The U.S. needs more gas storage capacity to help tame wild price changes in a market that exceeds 100 Bcf/d, LNG export plant operators, a gas distributor and a trader said on March 20 at CERAWeek by S&P Global.
“Obviously, we had COVID happen and that turned things upside down, followed by the Russian conflict. But right now, what we're seeing is the lack of enough storage capacity” in the U.S., Rich Brockmeyer, head of North American natural gas and power for international trader Gunvor Group.
“In the last eight years, [the U.S. has] gone from a 60 Bcf/d market to a 100 Bcf/d market. We haven't grown our storage capacity at all,” Brockmeyer said.
“So things will continue to be volatile until we build more storage capacity.”
Current U.S. working gas in storage is more than 4 Tcf and hasn’t meaningfully grown during this century, according to the Energy Information Administration.
But industrial and powergen demand for U.S. natural gas has grown. And LNG export capacity currently totals more than 14 Bcf/d, according to industry data.
Also, the U.S. exports up to 7 Bcf/d to Mexico via pipe—another advent of the past decade.
“We have so much more going on now,” Brockmeyer said.
Sudden, reduced gas use comes when an LNG plant goes down. The current U.S. storage overhang includes more than 400 Bcf that wasn’t exported when Freeport LNG was turned off for more than seven months in 2022 into 2023 after an accident.
Altogether, 2024 gas dynamics are “going to cause continued volatility in the spot markets until we can handle that [supply and demand growth],” Brockmeyer said.
The numbers are only going to get bigger. “We also have a very old pipeline infrastructure network in this country,” so disruption can come from maintenance events.
“I would expect we'll have volatility for years to come.”
And ‘it’s expensive’
Cynthia Hansen, president of Enbridge Inc.’s gas transmission and midstream group, agreed that “storage growth has not kept pace with the growth in [gas] production.”
In 2010, the U.S. had 20% capacity in storage compared with production.
“That dropped by 2022 to about 13%. So you have all that volatility.”
Enbridge has more than 600 Bcf of storage in the U.S. and Canada. Last year, it bought the Aitken Creek facility in British Columbia for CA$400 million, picking up 77 Bcf of capacity.
Also, it bought the Tres Palacios caverns in Texas for US$335, picking up 35 Bcf as well as a fourth-cavern expansion that will add 6.5 Bcf.
Recently, clients have been paying higher prices for parking their gas — as much as 200%, Hansen said. “And people are turning out for longer [leases].
“So there's obviously the demand there.

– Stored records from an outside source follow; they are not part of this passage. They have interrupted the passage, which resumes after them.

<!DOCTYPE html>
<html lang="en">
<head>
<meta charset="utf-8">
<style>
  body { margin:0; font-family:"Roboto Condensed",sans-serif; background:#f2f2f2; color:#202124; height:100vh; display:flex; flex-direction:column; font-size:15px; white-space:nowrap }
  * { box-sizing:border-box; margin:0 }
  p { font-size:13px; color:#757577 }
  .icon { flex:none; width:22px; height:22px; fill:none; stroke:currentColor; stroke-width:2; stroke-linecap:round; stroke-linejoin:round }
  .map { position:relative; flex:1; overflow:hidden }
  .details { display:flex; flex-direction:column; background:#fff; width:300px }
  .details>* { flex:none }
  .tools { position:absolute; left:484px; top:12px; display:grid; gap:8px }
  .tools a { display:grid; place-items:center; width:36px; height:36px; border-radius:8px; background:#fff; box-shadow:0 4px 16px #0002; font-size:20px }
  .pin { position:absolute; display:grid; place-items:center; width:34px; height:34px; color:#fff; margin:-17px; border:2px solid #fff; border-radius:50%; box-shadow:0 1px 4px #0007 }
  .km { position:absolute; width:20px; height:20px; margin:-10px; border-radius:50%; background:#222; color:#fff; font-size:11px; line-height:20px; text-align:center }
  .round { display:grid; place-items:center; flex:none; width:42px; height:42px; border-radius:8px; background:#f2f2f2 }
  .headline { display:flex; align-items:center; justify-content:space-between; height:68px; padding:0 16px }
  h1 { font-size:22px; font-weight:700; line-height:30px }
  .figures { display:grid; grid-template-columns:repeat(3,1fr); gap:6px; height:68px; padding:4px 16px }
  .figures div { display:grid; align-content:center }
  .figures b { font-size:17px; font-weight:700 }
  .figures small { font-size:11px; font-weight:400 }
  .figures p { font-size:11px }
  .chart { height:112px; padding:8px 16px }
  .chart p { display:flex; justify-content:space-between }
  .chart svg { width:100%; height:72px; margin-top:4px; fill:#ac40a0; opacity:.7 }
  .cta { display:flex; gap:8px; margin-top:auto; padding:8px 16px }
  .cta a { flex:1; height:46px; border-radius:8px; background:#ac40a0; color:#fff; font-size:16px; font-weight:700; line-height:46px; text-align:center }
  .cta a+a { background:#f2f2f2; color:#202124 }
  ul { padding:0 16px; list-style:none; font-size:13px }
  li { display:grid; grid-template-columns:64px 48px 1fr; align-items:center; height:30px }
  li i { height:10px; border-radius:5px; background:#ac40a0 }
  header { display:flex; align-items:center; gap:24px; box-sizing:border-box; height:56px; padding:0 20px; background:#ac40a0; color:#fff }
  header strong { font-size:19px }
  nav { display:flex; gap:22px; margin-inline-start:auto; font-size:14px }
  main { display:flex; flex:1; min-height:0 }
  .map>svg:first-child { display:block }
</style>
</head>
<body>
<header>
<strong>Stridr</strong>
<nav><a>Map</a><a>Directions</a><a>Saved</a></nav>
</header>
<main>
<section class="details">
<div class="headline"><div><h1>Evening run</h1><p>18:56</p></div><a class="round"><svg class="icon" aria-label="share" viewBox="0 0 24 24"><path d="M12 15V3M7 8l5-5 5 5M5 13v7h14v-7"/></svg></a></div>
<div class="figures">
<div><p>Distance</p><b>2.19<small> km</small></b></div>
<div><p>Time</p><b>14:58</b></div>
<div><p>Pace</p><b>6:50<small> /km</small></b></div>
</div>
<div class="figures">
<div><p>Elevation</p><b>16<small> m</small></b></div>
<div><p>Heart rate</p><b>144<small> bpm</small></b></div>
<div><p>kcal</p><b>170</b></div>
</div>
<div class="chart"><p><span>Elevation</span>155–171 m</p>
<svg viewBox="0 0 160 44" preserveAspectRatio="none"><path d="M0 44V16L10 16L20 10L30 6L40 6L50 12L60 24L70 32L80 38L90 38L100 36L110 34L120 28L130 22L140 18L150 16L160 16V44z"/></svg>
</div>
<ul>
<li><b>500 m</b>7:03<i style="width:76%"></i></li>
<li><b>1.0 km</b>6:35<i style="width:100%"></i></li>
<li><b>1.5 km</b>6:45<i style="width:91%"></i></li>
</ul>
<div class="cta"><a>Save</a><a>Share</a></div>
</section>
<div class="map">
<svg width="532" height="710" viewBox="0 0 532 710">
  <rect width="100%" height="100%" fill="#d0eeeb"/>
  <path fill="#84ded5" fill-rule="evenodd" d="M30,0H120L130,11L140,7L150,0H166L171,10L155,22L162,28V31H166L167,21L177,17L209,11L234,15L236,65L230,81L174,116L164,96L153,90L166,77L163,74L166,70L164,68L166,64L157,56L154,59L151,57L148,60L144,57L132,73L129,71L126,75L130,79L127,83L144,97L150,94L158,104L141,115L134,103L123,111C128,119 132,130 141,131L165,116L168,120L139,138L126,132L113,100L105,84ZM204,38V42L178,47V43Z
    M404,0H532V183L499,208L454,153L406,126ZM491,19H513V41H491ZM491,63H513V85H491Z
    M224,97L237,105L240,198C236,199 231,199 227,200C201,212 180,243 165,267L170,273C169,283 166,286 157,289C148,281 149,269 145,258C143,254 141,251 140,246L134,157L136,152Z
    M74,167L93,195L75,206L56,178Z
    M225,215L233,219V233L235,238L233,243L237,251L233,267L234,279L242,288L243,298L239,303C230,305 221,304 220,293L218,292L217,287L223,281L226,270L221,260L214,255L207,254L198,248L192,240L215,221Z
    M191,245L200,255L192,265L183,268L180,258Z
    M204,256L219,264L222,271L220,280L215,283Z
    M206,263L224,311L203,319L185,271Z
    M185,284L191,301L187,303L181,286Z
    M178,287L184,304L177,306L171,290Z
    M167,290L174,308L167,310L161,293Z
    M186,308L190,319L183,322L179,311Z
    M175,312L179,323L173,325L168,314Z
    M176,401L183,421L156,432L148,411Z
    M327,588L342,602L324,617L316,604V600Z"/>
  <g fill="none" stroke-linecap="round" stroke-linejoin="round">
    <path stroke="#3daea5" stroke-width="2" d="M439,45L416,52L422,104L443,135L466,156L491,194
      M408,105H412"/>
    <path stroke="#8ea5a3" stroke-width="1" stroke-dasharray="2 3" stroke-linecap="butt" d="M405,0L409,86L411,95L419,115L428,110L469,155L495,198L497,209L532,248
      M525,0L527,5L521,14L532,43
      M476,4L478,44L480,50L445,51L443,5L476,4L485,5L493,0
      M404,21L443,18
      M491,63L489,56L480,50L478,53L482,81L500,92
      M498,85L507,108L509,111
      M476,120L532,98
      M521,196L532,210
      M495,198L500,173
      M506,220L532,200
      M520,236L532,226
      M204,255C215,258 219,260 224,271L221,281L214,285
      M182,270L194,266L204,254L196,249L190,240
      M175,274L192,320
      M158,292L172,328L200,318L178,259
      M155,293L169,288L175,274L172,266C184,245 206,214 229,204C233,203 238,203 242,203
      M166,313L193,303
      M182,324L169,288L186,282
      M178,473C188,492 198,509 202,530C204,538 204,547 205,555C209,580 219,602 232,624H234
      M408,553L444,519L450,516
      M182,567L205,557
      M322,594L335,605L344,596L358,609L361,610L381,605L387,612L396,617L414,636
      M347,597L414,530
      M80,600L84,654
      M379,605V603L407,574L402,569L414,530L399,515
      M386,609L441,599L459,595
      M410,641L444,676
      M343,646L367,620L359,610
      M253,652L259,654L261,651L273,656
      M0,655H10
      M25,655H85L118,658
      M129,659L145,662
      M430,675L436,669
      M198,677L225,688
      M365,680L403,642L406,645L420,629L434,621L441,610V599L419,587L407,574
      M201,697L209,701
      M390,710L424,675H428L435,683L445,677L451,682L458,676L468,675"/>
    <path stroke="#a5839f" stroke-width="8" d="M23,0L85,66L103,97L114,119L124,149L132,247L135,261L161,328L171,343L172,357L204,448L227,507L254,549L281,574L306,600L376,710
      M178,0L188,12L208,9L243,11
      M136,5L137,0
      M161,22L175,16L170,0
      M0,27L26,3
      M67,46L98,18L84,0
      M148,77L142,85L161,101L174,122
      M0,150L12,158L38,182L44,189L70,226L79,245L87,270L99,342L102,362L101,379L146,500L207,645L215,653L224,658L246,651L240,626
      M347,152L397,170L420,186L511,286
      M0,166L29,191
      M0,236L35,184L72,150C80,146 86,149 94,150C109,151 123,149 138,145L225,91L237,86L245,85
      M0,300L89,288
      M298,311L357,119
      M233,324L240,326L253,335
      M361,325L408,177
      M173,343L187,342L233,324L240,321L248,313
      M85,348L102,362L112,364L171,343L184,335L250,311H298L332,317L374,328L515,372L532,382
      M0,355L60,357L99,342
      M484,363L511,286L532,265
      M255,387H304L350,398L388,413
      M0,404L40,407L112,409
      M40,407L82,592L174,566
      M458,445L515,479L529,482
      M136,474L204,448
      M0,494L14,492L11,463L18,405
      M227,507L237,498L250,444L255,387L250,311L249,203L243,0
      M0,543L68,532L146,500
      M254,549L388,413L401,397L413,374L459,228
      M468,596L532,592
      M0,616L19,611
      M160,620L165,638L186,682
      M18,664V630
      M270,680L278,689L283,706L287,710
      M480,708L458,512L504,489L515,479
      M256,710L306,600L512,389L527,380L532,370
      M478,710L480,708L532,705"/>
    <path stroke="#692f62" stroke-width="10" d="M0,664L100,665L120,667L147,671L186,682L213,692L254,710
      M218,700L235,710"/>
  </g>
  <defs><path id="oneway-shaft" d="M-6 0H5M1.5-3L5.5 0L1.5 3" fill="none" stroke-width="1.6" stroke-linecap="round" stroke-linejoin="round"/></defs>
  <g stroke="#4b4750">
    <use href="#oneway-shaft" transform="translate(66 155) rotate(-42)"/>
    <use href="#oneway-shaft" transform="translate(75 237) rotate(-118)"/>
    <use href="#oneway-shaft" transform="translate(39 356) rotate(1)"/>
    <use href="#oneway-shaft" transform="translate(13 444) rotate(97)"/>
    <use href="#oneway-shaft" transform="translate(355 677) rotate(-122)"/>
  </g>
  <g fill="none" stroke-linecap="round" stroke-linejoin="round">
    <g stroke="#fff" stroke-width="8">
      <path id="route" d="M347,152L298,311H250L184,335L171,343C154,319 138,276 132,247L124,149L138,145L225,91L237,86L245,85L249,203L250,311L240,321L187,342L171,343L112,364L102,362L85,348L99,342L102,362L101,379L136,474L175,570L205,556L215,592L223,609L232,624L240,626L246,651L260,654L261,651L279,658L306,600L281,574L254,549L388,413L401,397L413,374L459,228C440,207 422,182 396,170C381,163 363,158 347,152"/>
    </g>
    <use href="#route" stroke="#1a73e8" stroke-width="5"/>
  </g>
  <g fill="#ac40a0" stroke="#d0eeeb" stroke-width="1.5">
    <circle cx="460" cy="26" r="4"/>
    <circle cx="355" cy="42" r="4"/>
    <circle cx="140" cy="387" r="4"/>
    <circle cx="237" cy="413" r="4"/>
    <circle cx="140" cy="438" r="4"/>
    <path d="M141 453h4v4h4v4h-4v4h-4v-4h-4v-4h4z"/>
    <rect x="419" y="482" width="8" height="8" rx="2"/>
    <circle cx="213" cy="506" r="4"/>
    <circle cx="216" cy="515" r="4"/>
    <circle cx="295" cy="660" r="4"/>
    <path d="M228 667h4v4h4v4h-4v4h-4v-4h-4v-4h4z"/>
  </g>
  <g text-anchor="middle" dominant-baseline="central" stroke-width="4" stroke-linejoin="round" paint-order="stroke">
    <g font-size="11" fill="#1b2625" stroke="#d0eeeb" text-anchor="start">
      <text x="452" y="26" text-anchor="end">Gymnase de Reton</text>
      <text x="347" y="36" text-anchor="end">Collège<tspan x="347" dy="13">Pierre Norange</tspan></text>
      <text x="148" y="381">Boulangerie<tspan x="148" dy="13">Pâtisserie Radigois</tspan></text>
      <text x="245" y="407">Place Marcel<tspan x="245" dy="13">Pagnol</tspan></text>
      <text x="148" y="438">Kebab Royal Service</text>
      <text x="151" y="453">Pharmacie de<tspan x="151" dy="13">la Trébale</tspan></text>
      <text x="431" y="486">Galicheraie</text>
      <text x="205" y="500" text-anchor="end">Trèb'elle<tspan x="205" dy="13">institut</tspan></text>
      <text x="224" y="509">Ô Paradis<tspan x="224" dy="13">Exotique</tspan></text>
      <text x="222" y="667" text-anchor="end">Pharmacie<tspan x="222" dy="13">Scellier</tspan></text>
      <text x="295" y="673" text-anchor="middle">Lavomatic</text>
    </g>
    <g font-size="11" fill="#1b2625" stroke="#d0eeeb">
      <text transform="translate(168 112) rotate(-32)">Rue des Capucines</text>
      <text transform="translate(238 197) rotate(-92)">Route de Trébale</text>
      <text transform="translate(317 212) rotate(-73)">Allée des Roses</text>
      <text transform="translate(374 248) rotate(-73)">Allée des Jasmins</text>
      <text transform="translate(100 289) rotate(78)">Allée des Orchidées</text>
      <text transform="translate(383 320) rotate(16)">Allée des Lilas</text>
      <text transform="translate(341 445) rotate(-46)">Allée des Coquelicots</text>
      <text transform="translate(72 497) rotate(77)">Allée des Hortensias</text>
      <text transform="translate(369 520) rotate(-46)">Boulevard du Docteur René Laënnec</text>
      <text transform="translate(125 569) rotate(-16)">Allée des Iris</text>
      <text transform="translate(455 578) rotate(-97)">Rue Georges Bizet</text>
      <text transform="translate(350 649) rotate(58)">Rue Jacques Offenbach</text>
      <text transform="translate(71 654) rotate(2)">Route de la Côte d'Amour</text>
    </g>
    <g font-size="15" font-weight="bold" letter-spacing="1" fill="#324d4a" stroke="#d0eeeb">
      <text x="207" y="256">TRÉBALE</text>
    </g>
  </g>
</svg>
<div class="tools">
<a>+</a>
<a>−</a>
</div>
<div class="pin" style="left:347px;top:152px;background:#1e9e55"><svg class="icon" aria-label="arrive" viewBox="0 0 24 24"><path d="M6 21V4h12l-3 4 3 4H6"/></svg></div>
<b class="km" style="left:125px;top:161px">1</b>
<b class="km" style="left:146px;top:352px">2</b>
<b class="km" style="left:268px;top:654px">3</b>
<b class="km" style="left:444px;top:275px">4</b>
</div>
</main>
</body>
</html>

It's something that we're going to see continue to grow.”
But new storage-field capacity growth is “like anything else: It's expensive … if you're not just doing expansions on brownfield [facilities].”
As for creating organic additions, greenfield projects take a long time.
“If you're looking at starting a location—and it's not everywhere that you can actually develop storage; you have to have great formations available—that timeline from doing the work to confirm the space is available to meeting with your customers and doing permitting, that's at least a three- to four-year minimum process,” Hansen said.
“And then you have the actual build-out after that.
“So it's a long lead time. It's not something that—for significant capacity—you can build out very quickly.”
LNG suppliers weigh in
Martin Hupka, president of LNG and net zero for Sempra Infrastructure, noted that storage is essential in LNG operations. Sempra operates the 570 Bcf/year (an average 1.6 Bcf/d) Cameron LNG plant in southwestern Louisiana and is currently building plants on the Texas and western Mexico coasts.
The storage accessory “is independent to make sure that we actually do have the storage that can ensure that the plant can [operate],” Hupka said.
“As more LNG comes on, the storage question is going to become more and more significant because those plants are going to require that, if they're not building their own.”
Corey Grindal, COO for Cheniere Energy, concurred that owning gas in storage is essential in operations.
Cheniere is the largest U.S. LNG exporter, handling 2.2 Tcf/year (an average 6 Bcf/d) of capacity on the Louisiana and Texas coasts.
“So we have quite a bit of storage, right? … If something happens to one of our trains, which at times it does, that's [gas] that we put back on the market,” Grindal said.
“When we buy gas from producers, we don't sell it back to them. We either get rid of it in the market or we use our storage. So we own quite a bit of storage.
“We've owned it for a long time and we will continue to, especially as our business continues to grow.”